An incident at an outpatient pharmacy led to a patient receiving the wrong dosage strength of traZODone due to a transcription error. The e-prescription, intended for “traZODone HCl 50 mg oral tablet, take one to two tabs at bedtime,” was misinterpreted by a pharmacy technician who confused the lowercase letter “l” in “HCl” for the numeral “1.” As a result, the prescription was processed as traZODone 150 mg tablets. The patient took this incorrect dose for 90 days before another technician identified the discrepancy during a refill.

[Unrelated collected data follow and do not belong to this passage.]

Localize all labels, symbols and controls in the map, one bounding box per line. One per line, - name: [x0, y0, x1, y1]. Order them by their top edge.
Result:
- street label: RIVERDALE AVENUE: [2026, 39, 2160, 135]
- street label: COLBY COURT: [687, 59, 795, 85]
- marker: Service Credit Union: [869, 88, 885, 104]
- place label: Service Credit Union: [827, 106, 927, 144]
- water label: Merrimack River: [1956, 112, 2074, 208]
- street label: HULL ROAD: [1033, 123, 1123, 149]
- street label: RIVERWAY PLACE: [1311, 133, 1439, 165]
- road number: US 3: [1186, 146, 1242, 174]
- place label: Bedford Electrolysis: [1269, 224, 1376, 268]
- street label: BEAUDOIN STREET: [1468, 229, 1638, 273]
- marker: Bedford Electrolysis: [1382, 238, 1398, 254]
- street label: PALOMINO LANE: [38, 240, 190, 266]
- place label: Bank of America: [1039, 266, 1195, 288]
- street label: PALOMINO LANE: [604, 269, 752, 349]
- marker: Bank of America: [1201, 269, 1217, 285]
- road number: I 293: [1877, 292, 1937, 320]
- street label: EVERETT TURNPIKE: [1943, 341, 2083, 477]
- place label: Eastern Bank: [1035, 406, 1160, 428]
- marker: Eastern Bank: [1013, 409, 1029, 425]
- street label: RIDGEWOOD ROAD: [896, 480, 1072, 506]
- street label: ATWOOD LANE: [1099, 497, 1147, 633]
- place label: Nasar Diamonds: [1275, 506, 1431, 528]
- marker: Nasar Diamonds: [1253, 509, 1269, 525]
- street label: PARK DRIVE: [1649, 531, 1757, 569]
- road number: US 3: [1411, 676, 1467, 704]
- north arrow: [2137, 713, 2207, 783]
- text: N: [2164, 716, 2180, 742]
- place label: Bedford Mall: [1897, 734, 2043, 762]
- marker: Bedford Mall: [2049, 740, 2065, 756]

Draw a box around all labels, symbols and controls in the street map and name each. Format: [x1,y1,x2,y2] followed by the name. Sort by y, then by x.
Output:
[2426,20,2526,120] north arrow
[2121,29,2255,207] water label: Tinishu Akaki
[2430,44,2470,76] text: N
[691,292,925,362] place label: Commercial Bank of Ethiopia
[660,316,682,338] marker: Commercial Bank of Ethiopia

The pharmacy quickly informed both the patient and prescriber about the error. No harm was reported from taking the higher dose. The underlying cause appeared to be an issue with how the e-prescription populated in the pharmacy’s system, requiring manual entry of dosage strength.
Drug names ending with "l" have been linked to overdose incidents when there is not enough space between the drug name and its strength on prescriptions. This problem can occur with handwritten prescriptions and also affects electronic ones if spacing is inadequate.
In this case, including "HCl" (hydrochloride) in the drug name contributed to confusion. According to ISMP’s recently updated Guidelines for Safe Electronic Communication of Medication Information, chemical salts like "HCl" should be omitted from generic drug names unless multiple salts exist or it impacts drug release properties. Since traZODone is only available as hydrochloride salt, omitting "HCl" could help prevent similar errors.
The informatics administrator for the prescriber stated that their system could not remove "HCl" from drug names. To reduce manual transcription needs and potential errors, healthcare providers are advised to ensure e-prescriptions meet standards established by organizations such as the National Council for Prescription Drug Programs and Surescripts. Pharmacies are encouraged to test and update their systems regularly for accurate processing of e-prescriptions.